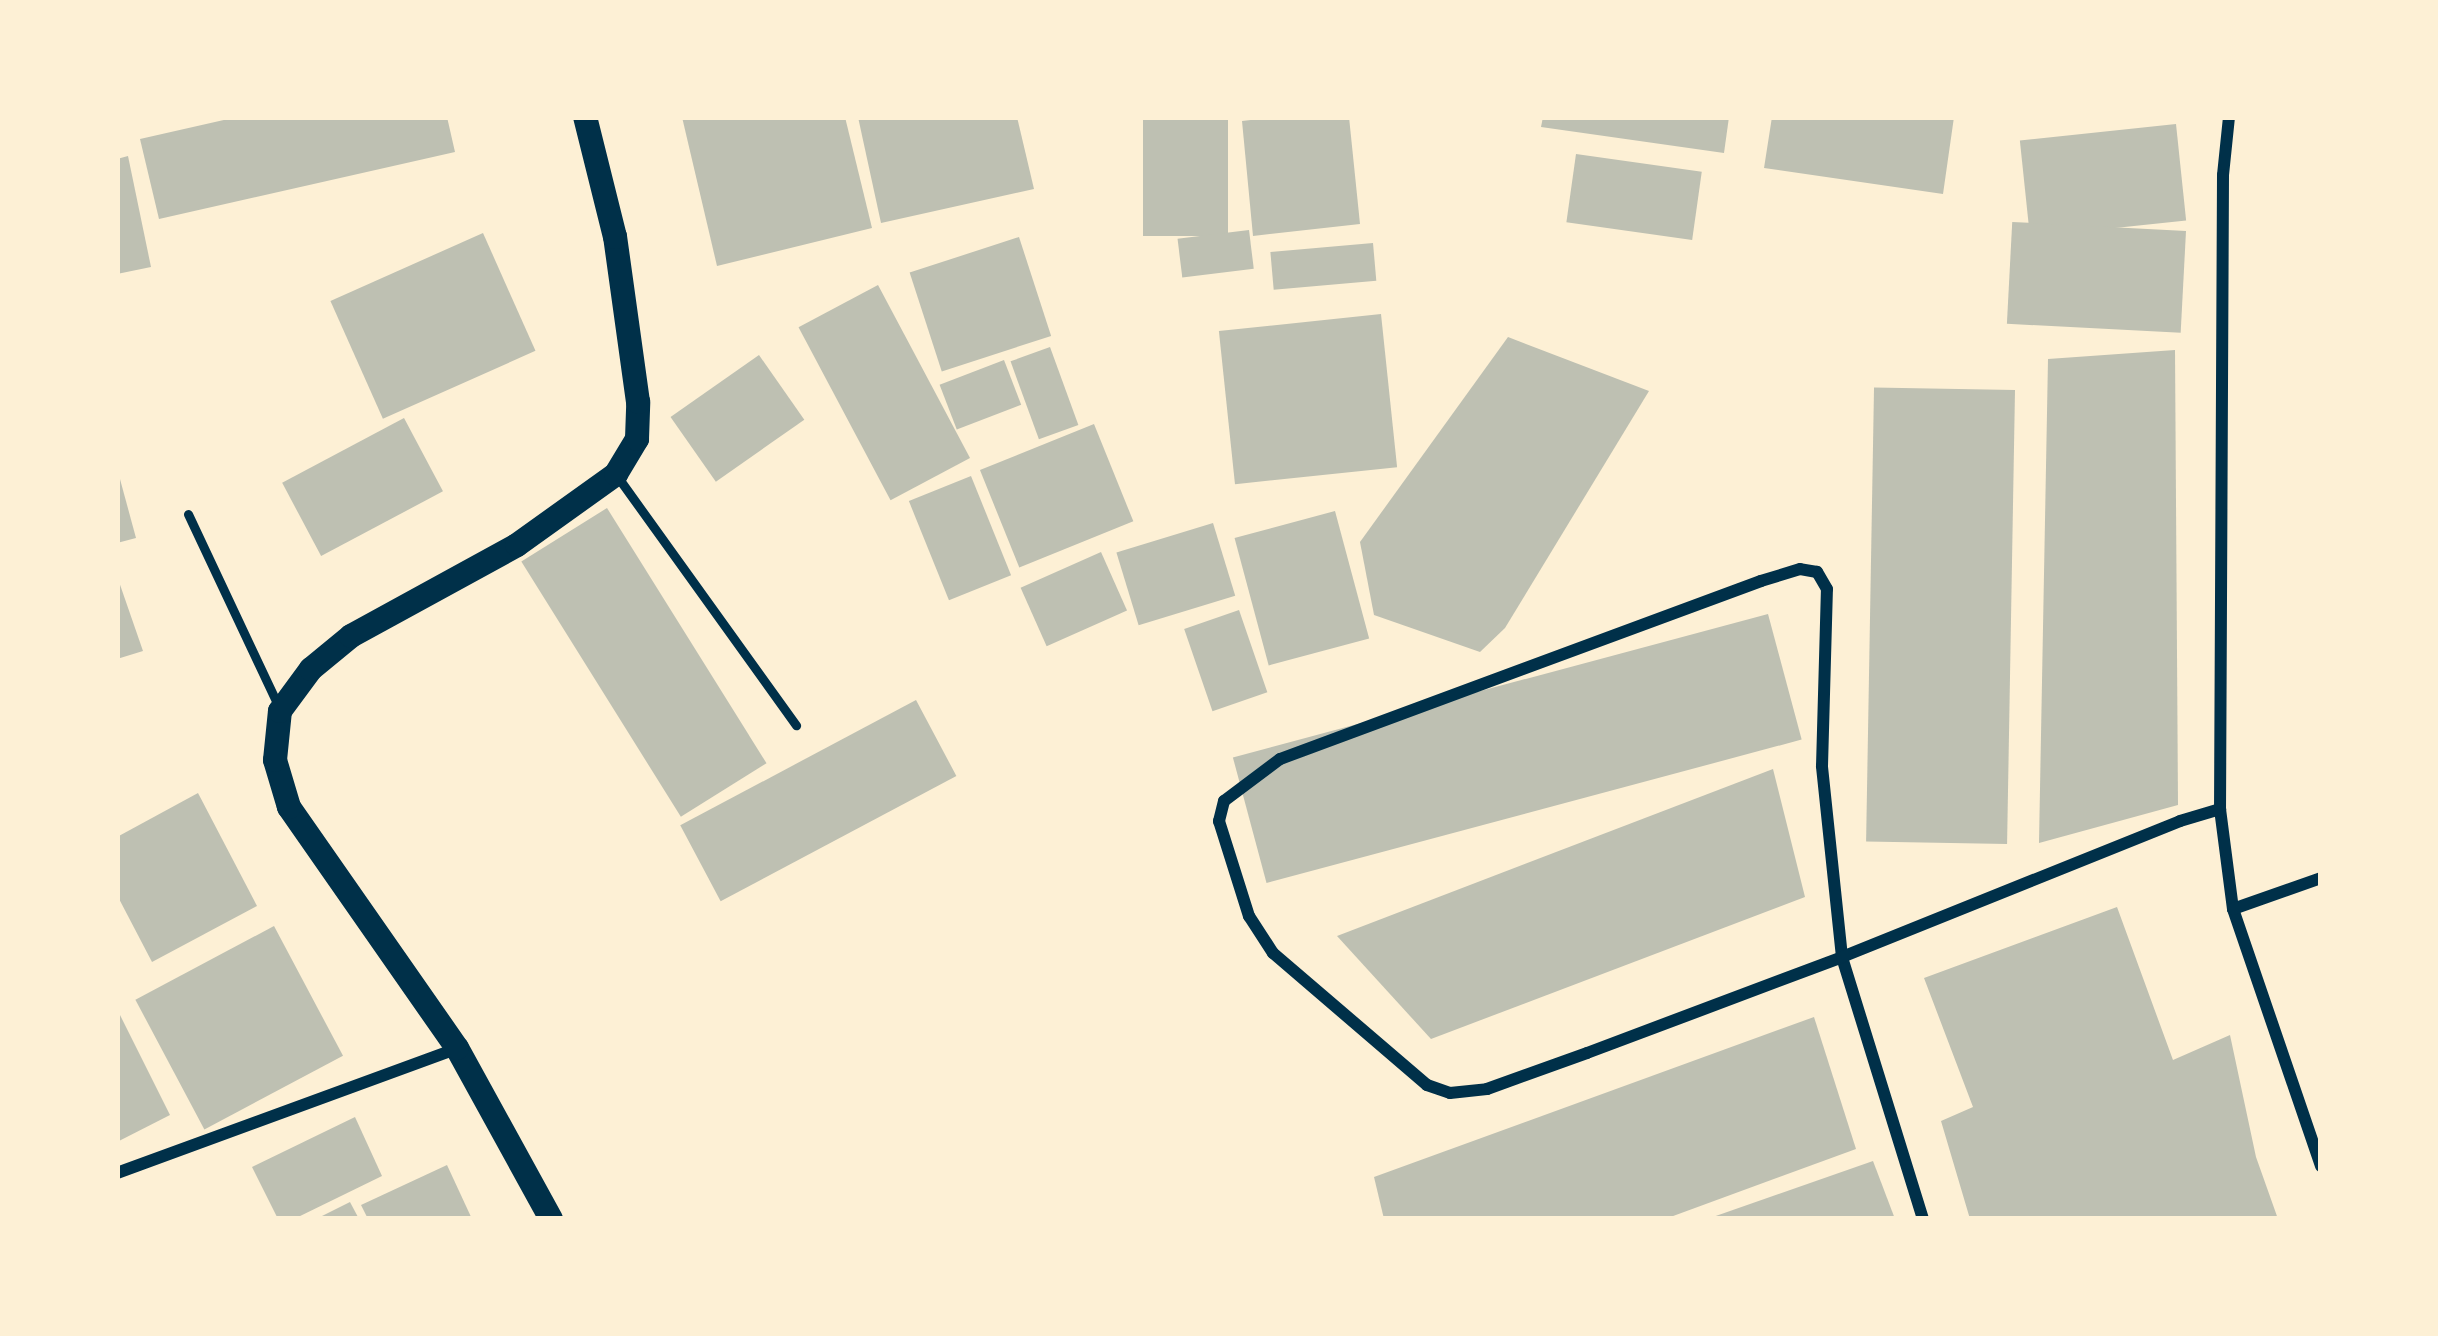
<!DOCTYPE html>
<style>
body{margin:0}
#map{position:relative;width:2438px;height:1336px;overflow:hidden;background:#fdf0d5;font-family:"Archivo Narrow",sans-serif}
div>[style]{position:absolute}
.building>*{inset:0;background:#bec0b2;transform-origin:0 0}
.service>*{height:9px;margin:-4.5px;padding:0 4.5px;transform-origin:4.5px;border-radius:4.5px;background:#003049}
.minor>*{height:12px;margin:-6px;padding:0 6px;transform-origin:6px;border-radius:6px;background:#003049}
.secondary>*{height:24px;margin:-12px;padding:0 12px;transform-origin:12px;border-radius:12px;background:#003049}
span{translate:-50% -50%;white-space:nowrap;text-align:center;line-height:1.15;-webkit-text-stroke:9px #fdf0d5;paint-order:stroke}
.frame{position:absolute;inset:0;border:120px solid #fdf0d5;pointer-events:none}
</style>
<div id="map">
<div class="building">
<div style="clip-path:polygon(237px 117px,447px 117px,455px 152px,159px 219px,140px 139px)"></div>
<div style="clip-path:polygon(682px 117px,845px 117px,872px 228px,717px 266px)"></div>
<div style="clip-path:polygon(858px 117px,1017px 117px,1034px 189px,881px 223px)"></div>
<div style="left:1143px;top:117px;width:85px;height:119px"></div>
<div style="clip-path:polygon(1277px 117px,1349px 117px,1360px 224px,1253px 236px,1242px 121px)"></div>
<div style="clip-path:polygon(1543px 117px,1729px 117px,1724px 153px,1541px 127px)"></div>
<div style="clip-path:polygon(1772px 117px,1954px 117px,1943px 194px,1764px 168px)"></div>
<div style="left:2176px;top:124px;width:97px;height:157px;rotate:84deg"></div>
<div style="left:1576px;top:154px;width:127px;height:69px;rotate:8deg"></div>
<div style="clip-path:polygon(128px 156px,151px 267px,117px 274px,117px 159px)"></div>
<div style="left:1249px;top:230px;width:39px;height:72px;rotate:83deg"></div>
<div style="left:2186px;top:231px;width:102px;height:174px;rotate:93deg"></div>
<div style="left:483px;top:233px;width:129px;height:167px;rotate:66deg"></div>
<div style="left:1019px;top:237px;width:104px;height:115px;rotate:72deg"></div>
<div style="left:1373px;top:243px;width:38px;height:103px;rotate:85deg"></div>
<div style="left:878px;top:285px;width:196px;height:90px;rotate:62deg"></div>
<div style="left:1381px;top:314px;width:154px;height:163px;rotate:84deg"></div>
<div style="clip-path:polygon(1508px 337px,1649px 391px,1505px 628px,1480px 652px,1374px 615px,1360px 542px)"></div>
<div style="left:1050px;top:347px;width:83px;height:42px;rotate:70deg"></div>
<div style="clip-path:polygon(2175px 350px,2178px 805px,2039px 843px,2048px 359px)"></div>
<div style="left:759px;top:355px;width:79px;height:108px;rotate:55deg"></div>
<div style="left:1004px;top:360px;width:48px;height:69px;rotate:69deg"></div>
<div style="left:2015px;top:390px;width:454px;height:141px;rotate:91deg"></div>
<div style="left:404px;top:418px;width:83px;height:138px;rotate:62deg"></div>
<div style="left:1094px;top:424px;width:105px;height:123px;rotate:68deg"></div>
<div style="clip-path:polygon(117px 468px,136px 538px,117px 543px)"></div>
<div style="left:971px;top:476px;width:107px;height:67px;rotate:68deg"></div>
<div style="left:607px;top:508px;width:301px;height:101px;rotate:58deg"></div>
<div style="left:1335px;top:511px;width:132px;height:104px;rotate:75deg"></div>
<div style="left:1213px;top:523px;width:76px;height:101px;rotate:73deg"></div>
<div style="left:1101px;top:552px;width:64px;height:88px;rotate:66deg"></div>
<div style="clip-path:polygon(117px 576px,143px 651px,117px 659px)"></div>
<div style="left:1239px;top:610px;width:87px;height:58px;rotate:71deg"></div>
<div style="left:1768px;top:614px;width:130px;height:554px;rotate:75deg"></div>
<div style="left:916px;top:700px;width:86px;height:267px;rotate:62deg"></div>
<div style="clip-path:polygon(1773px 769px,1805px 897px,1431px 1039px,1337px 936px)"></div>
<div style="clip-path:polygon(198px 793px,257px 906px,152px 962px,117px 895px,117px 837px)"></div>
<div style="clip-path:polygon(2117px 907px,2173px 1060px,2230px 1035px,2256px 1157px,2278px 1219px,1970px 1219px,1941px 1121px,1973px 1107px,1924px 978px)"></div>
<div style="left:274px;top:926px;width:147px;height:157px;rotate:62deg"></div>
<div style="clip-path:polygon(117px 1009px,170px 1115px,117px 1142px)"></div>
<div style="clip-path:polygon(1814px 1017px,1856px 1149px,1665px 1219px,1384px 1219px,1374px 1177px)"></div>
<div style="clip-path:polygon(355px 1117px,382px 1176px,294px 1219px,278px 1219px,252px 1167px)"></div>
<div style="clip-path:polygon(1873px 1161px,1895px 1219px,1710px 1219px,1710px 1218px)"></div>
<div style="clip-path:polygon(447px 1165px,472px 1219px,368px 1219px,361px 1205px)"></div>
<div style="clip-path:polygon(350px 1202px,359px 1219px,316px 1219px)"></div>
</div>
<div class="service">
<div style="left:617px;top:476px;width:307px;rotate:54.3deg"></div>
<div style="left:188px;top:514px;width:211px;rotate:64.8deg"></div>
</div>
<div class="minor">
<div style="left:2229px;top:117px;width:58px;rotate:95.9deg"></div>
<div style="left:2223px;top:175px;width:634px;rotate:90.27deg"></div>
<div style="left:2220px;top:809px;width:101px;rotate:82.6deg"></div>
<div style="left:2233px;top:909px;width:272px;rotate:71.1deg"></div>
<div style="left:2233px;top:909px;width:93px;rotate:-19.4deg"></div>
<div style="left:117px;top:1173px;width:361px;rotate:-20.1deg"></div>
<div style="left:1923px;top:1219px;width:274px;rotate:-107.2deg"></div>
<div style="left:1842px;top:957px;width:192px;rotate:-96deg"></div>
<div style="left:1822px;top:766px;width:177px;rotate:-88.4deg"></div>
<div style="left:1827px;top:589px;width:20px;rotate:-120deg"></div>
<div style="left:1817px;top:572px;width:17px;rotate:-170deg"></div>
<div style="left:1800px;top:569px;width:41px;rotate:162.9deg"></div>
<div style="left:1761px;top:581px;width:513px;rotate:159.69deg"></div>
<div style="left:1280px;top:759px;width:70px;rotate:143.1deg"></div>
<div style="left:1224px;top:801px;width:21px;rotate:104deg"></div>
<div style="left:1219px;top:821px;width:100px;rotate:72.5deg"></div>
<div style="left:1249px;top:916px;width:44px;rotate:57deg"></div>
<div style="left:1273px;top:953px;width:203px;rotate:40.6deg"></div>
<div style="left:1427px;top:1085px;width:24px;rotate:19deg"></div>
<div style="left:1450px;top:1093px;width:37px;rotate:-6deg"></div>
<div style="left:1487px;top:1089px;width:106px;rotate:-19.8deg"></div>
<div style="left:1587px;top:1053px;width:272px;rotate:-20.6deg"></div>
<div style="left:1842px;top:957px;width:364px;rotate:-21.9deg"></div>
<div style="left:2180px;top:821px;width:42px;rotate:-16.7deg"></div>
</div>
<div class="secondary">
<div style="left:551px;top:1219px;width:195px;rotate:-118.8deg"></div>
<div style="left:457px;top:1048px;width:294px;rotate:-124.9deg"></div>
<div style="left:289px;top:807px;width:49px;rotate:-106.6deg"></div>
<div style="left:275px;top:760px;width:49px;rotate:-84.2deg"></div>
<div style="left:280px;top:711px;width:52px;rotate:-53.6deg"></div>
<div style="left:311px;top:669px;width:52px;rotate:-39.5deg"></div>
<div style="left:351px;top:636px;width:189px;rotate:-28.7deg"></div>
<div style="left:517px;top:545px;width:122px;rotate:-35.6deg"></div>
<div style="left:616px;top:474px;width:41px;rotate:-59deg"></div>
<div style="left:637px;top:439px;width:37px;rotate:-88deg"></div>
<div style="left:638px;top:402px;width:167px;rotate:-97.9deg"></div>
<div style="left:615px;top:237px;width:124px;rotate:-104deg"></div>
</div>
<div class="frame"></div>
</div>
##########
### DIRECTIONS
Where does the string "position" appear in the records? Copy every line that holds it.

### SOLUTION TO THIS PROBLEM
#map{position:relative;width:2438px;height:1336px;overflow:hidden;background:#fdf0d5;font-family:"Archivo Narrow",sans-serif}
div>[style]{position:absolute}
.frame{position:absolute;inset:0;border:120px solid #fdf0d5;pointer-events:none}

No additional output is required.